There exist a large family of noncommutative spaces that arise from the quantum matrices. These algebraic objects $q$-deform the coordinate rings of certain varieties. For example, take quantum $SU(2)$, this is the algebra $< a,b,c,d >$ quotiented by the ideal generated by $$ ab−qba, ~~ ac−qca, ~~ bc−cb, ~~ bd−qdb, ~~ cd−qdc, ~~ ad−da−(q−q^{−1})bc, $$ and the "q-det" relation $$ ad−qbc−1 $$ where $q$ is some complex number. Clearly, when $q=1$ we get back the coordinate ring of $SU(2)$. In the classical case $S^2 = SU(2)/U(1)$ (the famous Hopf fibration). This generalises to the q-case: the $U(1)$-action generalises to a $U(1)$-coaction with an invariant subalgebra that q-deforms the coordinate algebra of $S^2$ - the famous Podles sphere. There exist such q-matrix deformations of all flag manifolds.

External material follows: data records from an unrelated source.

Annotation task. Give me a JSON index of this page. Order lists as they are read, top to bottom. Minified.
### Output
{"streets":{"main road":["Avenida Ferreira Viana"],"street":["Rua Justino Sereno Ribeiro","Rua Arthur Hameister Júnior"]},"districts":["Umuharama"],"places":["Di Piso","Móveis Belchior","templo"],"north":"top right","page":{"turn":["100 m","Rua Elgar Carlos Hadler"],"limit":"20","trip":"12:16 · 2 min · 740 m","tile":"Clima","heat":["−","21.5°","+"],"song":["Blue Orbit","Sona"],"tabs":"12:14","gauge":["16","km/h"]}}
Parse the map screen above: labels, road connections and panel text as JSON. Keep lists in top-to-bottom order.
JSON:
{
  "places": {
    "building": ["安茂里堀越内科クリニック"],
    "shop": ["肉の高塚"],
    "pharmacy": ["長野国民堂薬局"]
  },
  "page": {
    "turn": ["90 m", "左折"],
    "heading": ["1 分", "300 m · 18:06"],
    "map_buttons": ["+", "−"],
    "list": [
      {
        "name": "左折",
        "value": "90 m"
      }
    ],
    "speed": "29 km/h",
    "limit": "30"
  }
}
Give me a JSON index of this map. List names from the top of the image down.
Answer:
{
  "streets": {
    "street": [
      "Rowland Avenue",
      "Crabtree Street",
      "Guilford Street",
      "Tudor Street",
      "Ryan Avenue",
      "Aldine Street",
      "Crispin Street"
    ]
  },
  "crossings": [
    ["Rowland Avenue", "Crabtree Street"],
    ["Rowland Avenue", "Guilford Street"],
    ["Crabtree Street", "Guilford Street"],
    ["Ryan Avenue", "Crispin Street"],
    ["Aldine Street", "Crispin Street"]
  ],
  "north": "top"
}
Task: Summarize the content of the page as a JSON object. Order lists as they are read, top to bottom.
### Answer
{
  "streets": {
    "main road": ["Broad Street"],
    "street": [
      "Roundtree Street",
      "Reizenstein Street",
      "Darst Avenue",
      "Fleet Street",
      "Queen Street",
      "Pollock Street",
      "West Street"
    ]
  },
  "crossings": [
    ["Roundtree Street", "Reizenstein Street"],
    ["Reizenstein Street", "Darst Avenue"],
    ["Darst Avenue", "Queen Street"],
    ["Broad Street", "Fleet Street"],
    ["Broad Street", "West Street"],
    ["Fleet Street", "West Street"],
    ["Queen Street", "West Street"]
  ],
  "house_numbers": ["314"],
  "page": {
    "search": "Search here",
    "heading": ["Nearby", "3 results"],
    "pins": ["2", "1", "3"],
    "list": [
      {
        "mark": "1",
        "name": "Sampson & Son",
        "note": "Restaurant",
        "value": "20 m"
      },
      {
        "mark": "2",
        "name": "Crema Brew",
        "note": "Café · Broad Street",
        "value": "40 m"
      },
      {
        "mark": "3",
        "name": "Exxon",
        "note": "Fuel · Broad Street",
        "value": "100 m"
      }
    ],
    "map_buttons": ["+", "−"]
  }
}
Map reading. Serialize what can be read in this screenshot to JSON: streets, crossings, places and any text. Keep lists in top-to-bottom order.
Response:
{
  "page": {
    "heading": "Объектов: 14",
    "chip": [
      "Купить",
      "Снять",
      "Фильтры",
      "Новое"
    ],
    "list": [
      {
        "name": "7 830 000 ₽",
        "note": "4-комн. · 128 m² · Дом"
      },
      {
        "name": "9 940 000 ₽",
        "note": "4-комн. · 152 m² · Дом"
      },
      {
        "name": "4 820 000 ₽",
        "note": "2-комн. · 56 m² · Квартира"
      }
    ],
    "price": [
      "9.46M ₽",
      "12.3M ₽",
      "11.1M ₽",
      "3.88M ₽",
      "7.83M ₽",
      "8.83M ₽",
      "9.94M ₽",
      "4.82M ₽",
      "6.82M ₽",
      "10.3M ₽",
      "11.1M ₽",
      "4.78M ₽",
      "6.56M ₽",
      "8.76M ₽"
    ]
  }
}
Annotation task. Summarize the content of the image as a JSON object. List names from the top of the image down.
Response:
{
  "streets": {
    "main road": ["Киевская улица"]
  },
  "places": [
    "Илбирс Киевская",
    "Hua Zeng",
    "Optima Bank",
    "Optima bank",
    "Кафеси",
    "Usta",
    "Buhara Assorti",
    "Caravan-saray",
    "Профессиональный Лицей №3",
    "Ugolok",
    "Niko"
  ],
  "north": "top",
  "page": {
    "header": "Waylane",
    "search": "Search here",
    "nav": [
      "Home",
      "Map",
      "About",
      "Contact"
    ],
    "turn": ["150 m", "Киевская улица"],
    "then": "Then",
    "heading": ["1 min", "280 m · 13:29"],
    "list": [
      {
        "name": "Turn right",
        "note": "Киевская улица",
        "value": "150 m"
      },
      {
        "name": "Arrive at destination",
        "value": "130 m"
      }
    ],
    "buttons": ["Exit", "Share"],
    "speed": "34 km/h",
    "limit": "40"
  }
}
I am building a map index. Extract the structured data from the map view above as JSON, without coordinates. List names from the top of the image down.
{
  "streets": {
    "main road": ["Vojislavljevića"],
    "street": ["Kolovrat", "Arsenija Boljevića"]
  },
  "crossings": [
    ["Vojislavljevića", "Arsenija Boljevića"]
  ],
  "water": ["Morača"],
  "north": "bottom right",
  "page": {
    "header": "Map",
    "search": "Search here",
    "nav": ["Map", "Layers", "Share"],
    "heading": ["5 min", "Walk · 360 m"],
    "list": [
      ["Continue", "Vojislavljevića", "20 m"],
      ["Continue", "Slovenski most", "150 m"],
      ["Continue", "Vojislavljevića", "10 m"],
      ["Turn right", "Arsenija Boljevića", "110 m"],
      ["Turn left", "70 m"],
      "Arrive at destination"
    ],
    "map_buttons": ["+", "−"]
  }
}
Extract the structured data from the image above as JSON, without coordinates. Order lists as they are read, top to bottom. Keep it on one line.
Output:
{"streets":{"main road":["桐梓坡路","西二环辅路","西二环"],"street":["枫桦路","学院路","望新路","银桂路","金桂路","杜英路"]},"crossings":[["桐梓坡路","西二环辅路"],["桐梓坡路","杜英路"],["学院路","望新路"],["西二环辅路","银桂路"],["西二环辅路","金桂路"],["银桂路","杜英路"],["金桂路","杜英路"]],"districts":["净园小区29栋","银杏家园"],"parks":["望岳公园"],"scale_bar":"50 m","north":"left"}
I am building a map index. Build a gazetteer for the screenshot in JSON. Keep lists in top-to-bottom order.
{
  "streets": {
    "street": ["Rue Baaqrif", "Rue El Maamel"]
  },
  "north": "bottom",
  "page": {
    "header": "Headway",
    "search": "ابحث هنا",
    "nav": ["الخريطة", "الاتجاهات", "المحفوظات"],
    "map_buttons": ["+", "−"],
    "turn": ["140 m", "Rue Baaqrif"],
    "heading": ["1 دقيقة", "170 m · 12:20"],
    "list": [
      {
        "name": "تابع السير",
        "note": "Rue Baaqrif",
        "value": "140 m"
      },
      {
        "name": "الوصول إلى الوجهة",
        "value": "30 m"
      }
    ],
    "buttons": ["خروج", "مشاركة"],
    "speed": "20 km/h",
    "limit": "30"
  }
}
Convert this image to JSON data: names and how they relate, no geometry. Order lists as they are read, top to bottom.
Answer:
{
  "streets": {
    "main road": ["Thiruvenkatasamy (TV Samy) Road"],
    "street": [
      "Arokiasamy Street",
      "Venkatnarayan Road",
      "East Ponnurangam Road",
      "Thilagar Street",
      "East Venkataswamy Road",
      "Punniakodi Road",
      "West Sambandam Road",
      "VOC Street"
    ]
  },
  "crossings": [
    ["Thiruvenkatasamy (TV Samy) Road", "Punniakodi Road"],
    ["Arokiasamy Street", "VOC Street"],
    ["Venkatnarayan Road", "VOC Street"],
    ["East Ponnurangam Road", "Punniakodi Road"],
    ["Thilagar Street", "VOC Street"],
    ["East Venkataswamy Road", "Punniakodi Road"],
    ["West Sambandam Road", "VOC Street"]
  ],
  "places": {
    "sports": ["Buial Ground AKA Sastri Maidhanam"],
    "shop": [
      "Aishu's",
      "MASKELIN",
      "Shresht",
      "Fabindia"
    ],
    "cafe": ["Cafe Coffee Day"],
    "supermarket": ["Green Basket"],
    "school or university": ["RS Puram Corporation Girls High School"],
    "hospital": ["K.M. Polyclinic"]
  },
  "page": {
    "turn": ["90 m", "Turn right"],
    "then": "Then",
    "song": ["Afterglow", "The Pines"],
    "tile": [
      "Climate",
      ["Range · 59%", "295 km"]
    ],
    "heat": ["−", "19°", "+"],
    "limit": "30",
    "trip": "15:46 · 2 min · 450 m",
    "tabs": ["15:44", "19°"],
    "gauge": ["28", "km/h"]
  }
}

Since all such manifolds are Kahler, we can also apply Kontsevich deformation to them to obtain a q-defomation. My question is: What is the relationship between these two approaches?

Alternatively, we can apply Kostant-Souriau geometric quantization to a flag manifold. How does alegbra relate to its q-matrix deformation?